# Mains Water Charges in Torremolinos



## morlandg (Jun 8, 2008)

Does anyone know what the water charges in Torremolinos are? The ayuntamiento issues bills every 4 months? And is it at a fixed price? The price does not vary according to volume consumed?


----------



## jojo (Sep 20, 2007)

I'm a bit further along the coast in Benalmadena and............... I dont know the answer. We've been here fro three months and havent had a water bill yet, but I'm fairly certain that ALL water bills in Spain are charged by volume used and are not fixed rate!


Jo xxx


----------



## Alcalaina (Aug 6, 2010)

All the water consumption in Spain is metered, so you pay for what you use, and this helps cut down waste of what is (in spite of all the rain we've had lately!) a scarce resource.

The prices in Torremolinos are about to go up 50% according to this article:
Torremolinos bills to rise by more than 50 per cent


----------



## gus-lopez (Jan 4, 2010)

Alcalaina said:


> All the water consumption in Spain is metered, so you pay for what you use, and this helps cut down waste of what is (in spite of all the rain we've had lately!) a scarce resource.
> 
> The prices in Torremolinos are about to go up 50% according to this article:
> Torremolinos bills to rise by more than 50 per cent


At present ours are banded 0-14m3, 15-28m3, 29-49m3, etc. The charges are 59c for the 1st band, 85c the 2nd, 1,08 the 3rd. They are proposing to change in 2012 so that the bands are 0-10 m3, 11-20, 21-30, etc; & start the charge in the 1st band at 1,08€  It's not going down to wellhere at the moment ! Apparently it's to do with the cost of power consumption for desalinated water. ( Not that we've got anyaround here ! ) What everyone with half a brain told them at the outset when they went down this road 6 years ago !!


----------



## Alcalaina (Aug 6, 2010)

Still much cheaper than the UK though, our water rates in 2008 were £47 a month, compared to about €25 a quarter now here.


----------



## gus-lopez (Jan 4, 2010)

Alcalaina said:


> Still much cheaper than the UK though, our water rates in 2008 were £47 a month, compared to about €25 a quarter now here.

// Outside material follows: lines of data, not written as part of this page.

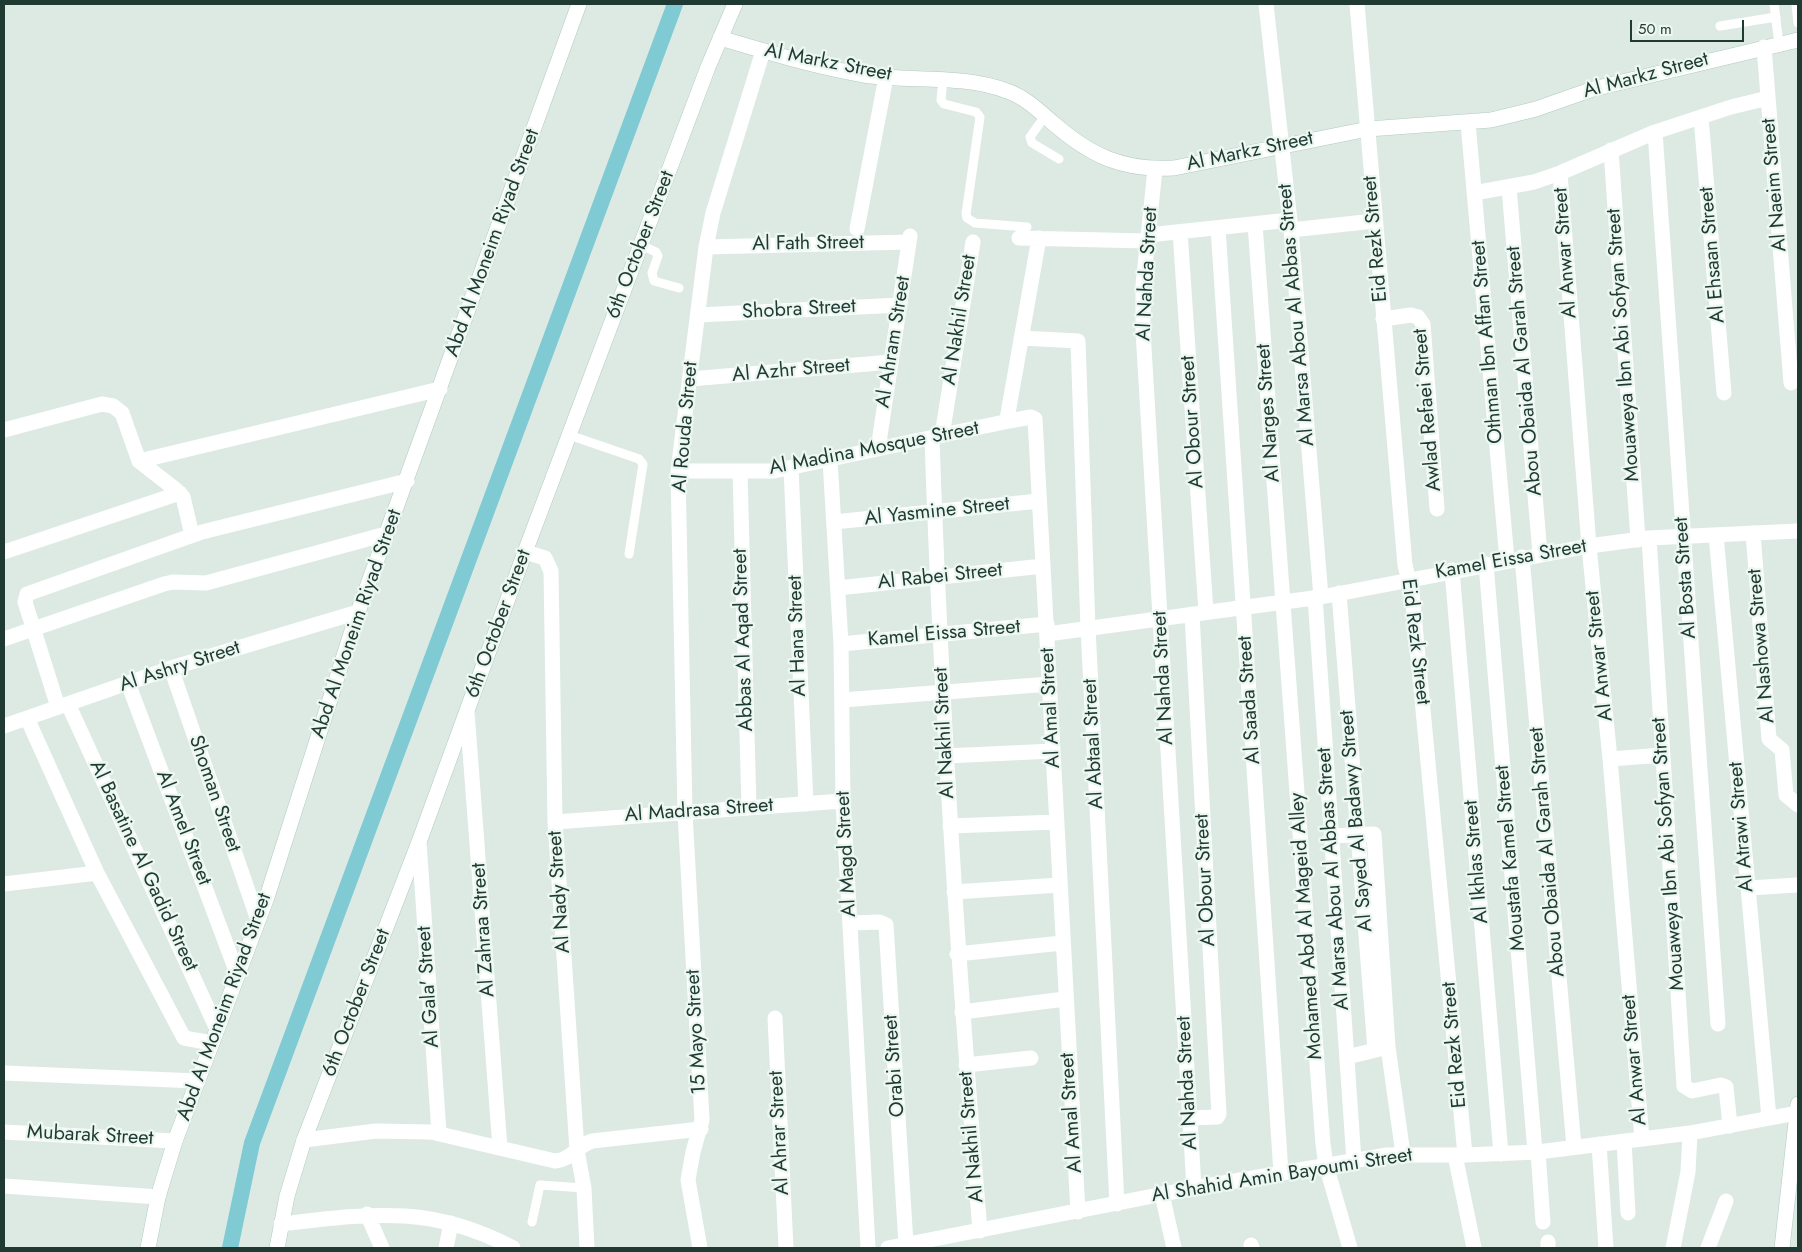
<!DOCTYPE html>
<html>
<head>
<meta charset="utf-8">
<style>
	body { margin:0 }
	#map { position:relative; width:1802px; height:1252px; overflow:hidden; background:#ddeae4; font-family:Jost,sans-serif }
	canvas { display:block }
	.frame { position:absolute; inset:0; border:5px solid #1e3a32; pointer-events:none }
	.scale { position:absolute; left:1630px; top:20px; width:114px; height:22px; box-sizing:border-box; border:2px solid #1e3a32; border-top:0; padding-left:6px; font-size:15px; line-height:18px; white-space:nowrap; color:#1e3a32; -webkit-text-stroke:4px #edf7f2; paint-order:stroke }
</style>
</head>
<body>
<div id="map">
<canvas width="1802" height="1252"></canvas>
<div class="frame"></div>
<div class="scale">50 m</div>
</div>
<script>
const ctx = document.querySelector('canvas').getContext('2d');
ctx.lineJoin = 'round';
function stroke(path, color, width, dash) {
  ctx.strokeStyle = color;
  ctx.lineWidth = width;
  ctx.lineCap = dash ? 'butt' : 'round';
  ctx.setLineDash(dash || []);
  ctx.stroke(path);
}
function write(font, color, halo, rows, align = 'center') {
  ctx.font = font + ' Jost,sans-serif';
  ctx.lineWidth = 4.5;
  ctx.setLineDash([]);
  ctx.textBaseline = 'middle';
  ctx.strokeStyle = halo;
  ctx.fillStyle = color;
  for (const [text, x, y, turn = 0] of rows) {
    ctx.save();
    ctx.translate(x, y);
    ctx.rotate((+turn || 0) * Math.PI / 180);
    ctx.textAlign = isNaN(turn) ? turn : align;
    if (halo) ctx.strokeText(text, 0, 0);
    ctx.fillText(text, 0, 0);
    ctx.restore();
  }
}
stroke(new Path2D(`
	M230,1248L252,1143L675,4`), '#80cad4', 16);
const secondary = new Path2D(`
	M720,38C767,52 816,67 864,75C911,82 962,74 1007,91C1025,97 1039,111 1053,123C1091,156 1123,171 1174,168L1368,129L1491,120L1536,109L1593,89L1798,40
	M148,1248L158,1197L175,1141L267,897L358,612L579,4
	M277,1248L287,1196L304,1140L419,842L525,552L708,67L735,4
	M1782,1248L1798,1104`);
stroke(secondary, '#b0cbc0', 16);
stroke(new Path2D(`
	M1774,4L1779,44
	M1796,4L1798,23
	M1720,26L1776,17
	M943,80L941,100L944,104L976,112L980,117L966,214L967,218L975,223L1027,227
	M1045,116L1030,137L1032,143L1059,159
	M641,245L656,252L658,256L652,273L654,281L679,288
	M569,435L639,459L643,464L629,554
	M532,1222L540,1185L584,1188`), '#fff', 9);
stroke(new Path2D(`
	M1266,4L1291,230L1321,597
	M1357,4L1405,565L1412,593L1465,1155
	M1764,47L1791,383
	M1701,117L1724,393
	M1468,123L1507,560
	M1655,132L1718,1024
	M1611,150L1638,540
	M1155,169L1143,285V331L1194,1188
	M1560,173L1589,546L1610,759L1642,1139
	M1509,188L1540,554
	M1474,193L1534,182L1560,173L1655,132L1731,107L1768,98
	M1255,224L1323,1144L1326,1165L1350,1248
	M1218,228L1281,1173
	M857,229L886,77
	M1291,230L1374,221
	M1180,232L1206,612
	M1148,235L1290,220
	M1019,238L1147,241
	M1039,238L1007,419L1009,421L1031,417L1035,419L1078,1212
	M973,242L943,429L932,439C941,703 958,967 980,1231
	M706,247L909,242
	M698,315L900,305
	M1383,319L1411,315L1418,317L1423,324L1437,509
	M1021,338L1078,341L1088,628L1117,1204
	M690,379L891,362
	M4,430L102,404L113,406L122,413L139,461L175,489L183,497L192,535
	M878,449L910,236
	M830,460L841,644L843,801L868,1248
	M139,461L440,389
	M791,468L806,804
	M678,471H774L1009,421
	M740,472L749,808
	M834,522L1039,501
	M1753,533L1769,739L1782,750L1786,795L1798,805
	M1716,535L1769,1118
	M1649,538L1684,1086L1692,1091L1721,1085L1726,1087L1730,1126
	M4,552L180,493
	M525,552L545,558L551,571L555,822L577,1150L584,1188L587,1248
	M1522,557L1574,1147
	M1486,564L1535,1152
	M1452,570L1501,1154
	M838,588L1043,566
	M1339,593L1375,1050
	M1315,597L1354,1161
	M1047,634L1321,597L1589,546L1649,538L1798,531
	M4,639L164,584L173,582L206,583L386,534
	M841,644L1047,624
	M171,668L258,920
	M128,683L237,973
	M842,700L1050,684
	M68,704L217,1029
	M58,707L25,602L27,594L202,532L407,481
	M467,712L500,1148
	M27,718L97,873L184,1038L212,1043
	M4,726L171,668L358,612
	M946,756L1053,751
	M1610,759L1663,755
	M555,822L843,801
	M950,826L1057,822
	M1331,836L1374,834L1388,1047L1403,1154
	M419,842L439,1133
	M4,884L97,873
	M1748,888L1798,885
	M954,892L1060,885
	M850,923L879,922L886,925L906,1244
	M957,954L1062,943
	M962,1012L1065,999
	M775,1018L786,1248
	M1347,1057L1384,1048
	M966,1065L1031,1058
	M4,1073L198,1081
	M1190,1118L1217,1117L1219,1114L1192,614
	M4,1132L175,1141
	M304,1140L376,1131L431,1132L555,1161C573,1159 576,1146 592,1141L701,1129
	M1624,1141L1628,1213
	M1599,1144L1606,1248
	M1538,1152L1543,1222
	M1455,1155L1474,1248
	M4,1186L158,1197
	M1162,1194L1174,1248
	M367,1214L382,1248
	M281,1224C370,1214 430,1204 513,1248
	M1548,1242V1248
	M1251,1245L1252,1248
	M446,1248L451,1223
	M700,1248L688,1180L693,1152L702,1120L685,813L678,471L706,247L713,213L763,51
	M888,1248L1194,1188L1387,1155H1465L1538,1152L1690,1133L1797,1113
	M1673,1248L1688,1172L1690,1133
	M1708,1248L1726,1201`), '#fff', 15);
stroke(secondary, '#fff', 15);
write('20px', '#1e3a32', '#edf7f2', [
	["Al Markz Street",828,63,11],
	["Al Markz Street",1646,76,-15],
	["Al Markz Street",1250,152,-12],
	["Al Naeim Street",1775,185,-95],
	["Eid Rezk Street",1376,239,-95],
	["Abd Al Moneim Riyad Street",493,243,-70],
	["Al Fath Street",808,244,-1],
	["6th October Street",641,245,-69],
	["Al Anwar Street",1566,253,-94],
	["Al Ehsaan Street",1713,255,-95],
	["Al Nahda Street",1148,274,-87],
	["Shobra Street",799,310,-3],
	["Al Marsa Abou Al Abbas Street",1297,315,-95],
	["Al Nakhil Street",960,320,-81],
	["Al Ahram Street",894,342,-81],
	["Othman Ibn Affan Street",1488,342,-95],
	["Mouaweya Ibn Abi Sofyan Street",1624,345,-94],
	["Al Azhr Street",791,371,-5],
	["Abou Obaida Al Garah Street",1525,371,-95],
	["Awlad Refaei Street",1428,410,-95],
	["Al Narges Street",1269,413,-94],
	["Al Obour Street",1193,422,-94],
	["Al Rouda Street",686,427,-85],
	["Al Madina Mosque Street",874,449,-11],
	["Al Yasmine Street",937,512,-6],
	["Kamel Eissa Street",1511,560,-10],
	["Al Rabei Street",940,577,-6],
	["Al Bosta Street",1686,578,-94],
	["Abd Al Moneim Riyad Street",357,624,-71],
	["6th October Street",499,624,-70],
	["Kamel Eissa Street",944,634,-5],
	["Al Hana Street",798,636,-92],
	["Abbas Al Aqad Street",744,640,-92],
	["Eid Rezk Street",1415,642,83],
	["Al Nashowa Street",1762,646,-95],
	["Al Anwar Street",1600,656,-96],
	["Al Ashry Street",180,667,-18],
	["Al Nahda Street",1164,678,-93],
	["Al Saada Street",1250,700,-94],
	["Al Amal Street",1051,708,-93],
	["Al Nakhil Street",945,733,-93],
	["Al Abtaal Street",1094,744,-93],
	["Shoman Street",214,794,71],
	["Al Madrasa Street",699,811,-4],
	["Al Sayed Al Badawy Street",1357,821,-95],
	["Al Atrawi Street",1742,827,-95],
	["Al Amel Street",183,828,69],
	["Abou Obaida Al Garah Street",1548,852,-95],
	["Al Magd Street",847,854,-93],
	["Mouaweya Ibn Abi Sofyan Street",1669,854,-94],
	["Moustafa Kamel Street",1511,858,-95],
	["Al Ikhlas Street",1477,862,-95],
	["Al Basatine Al Gadid Street",143,866,65],
	["Al Marsa Abou Al Abbas Street",1334,879,-94],
	["Al Obour Street",1206,880,-93],
	["Al Nady Street",560,892,-94],
	["Mohamed Abd Al Mageid Alley",1307,926,-94],
	["Al Zahraa Street",484,930,-94],
	["Al Gala' Street",429,987,-94],
	["6th October Street",357,1003,-69],
	["Abd Al Moneim Riyad Street",225,1007,-70],
	["15 Mayo Street",697,1032,-93],
	["Eid Rezk Street",1455,1045,-95],
	["Al Anwar Street",1635,1060,-95],
	["Orabi Street",895,1066,-94],
	["Al Nahda Street",1188,1083,-93],
	["Al Amal Street",1072,1113,-94],
	["Al Ahrar Street",780,1133,-93],
	["Mubarak Street",90,1136,3],
	["Al Nakhil Street",972,1137,-95],
	["Al Shahid Amin Bayoumi Street",1282,1176,-9]
]);
</script>
</body>
</html>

True, but the problem with desalinated water which every one told the government about at the begining is the cost of the power needed to convert 1m3 of sea water into drinking water. One of the most efficient plants is at Cabo de Cope & uses 2,82Kwh/ M3.This equates to about 37c for each m3 produced. As you can see they've been selling at a loss as the price of the electricity has gone up. Even back in 2006 there was a report stating that most desalination plants , really required their own power station !
What I can't understand is why they can't incorporate some form of hydro-generation into the incoming water feeds to the desalination plants enabling them to generate electricity; rather than relying on supplied power .
Personally I thought that the transfer of water from the Ebro was the more sensible solution. the concerns of the agriculturalists & environmentalists could have been overcome by ensuring that water was only ever transferred when the level was above the normal levels. Last winter the Ebro was discharging into the sea at the rate of 1,8billion litres a second ( about 8,25 million m3 / sec. ) , above it's normal level. If just some of that could have been diverted it would supply huge areas of Spain with fresh water for many months rather than it just flowing in to the sea for someone to draw it back to a desalination plant & expend costly energy to convert it back to fresh water. It's all rather mad isn't it ?


----------



## morlandg (Jun 8, 2008)

I live in the campo and our water is metered and banded. The costs last year were:up to 60m3 0.12/m3, between 60 and 80m3 0.24/m3 and above 80 m3 0.9/m3.
However our neighbour who is in the next ayuntamiento pays for water with only 2 bands and is up to 3 times the cost of ours! Plus the supply of our water is extremely reliable and his is not - his can be off for weeks at a time (and usually is).
Our ayuntamiento introduced basuras charges in 2010 and backdated them for one year - 24 euros per year. For me to make use of our village bins means a round trip of some 16 kms! However I use the bins of my neighbouring ayuntamiento on my trip down the mountain to the coast so I can hardly complain. 
My son has just moved to Torremolinos and I'm wondering what he can expect to pay......probably a damn sight more than I do.


----------



## gus-lopez (Jan 4, 2010)

morlandg said:


> I live in the campo and our water is metered and banded. The costs last year were:up to 60m3 0.12/m3, between 60 and 80m3 0.24/m3 and above 80 m3 0.9/m3.
> However our neighbour who is in the next ayuntamiento pays for water with only 2 bands and is up to 3 times the cost of ours! Plus the supply of our water is extremely reliable and his is not - his can be off for weeks at a time (and usually is).
> Our ayuntamiento introduced basuras charges in 2010 and backdated them for one year - 24 euros per year. For me to make use of our village bins means a round trip of some 16 kms! However I use the bins of my neighbouring ayuntamiento on my trip down the mountain to the coast so I can hardly complain.
> My son has just moved to Torremolinos and I'm wondering what he can expect to pay......probably a damn sight more than I do.


lol. I pay more than that per m3 for my irrigation water !


----------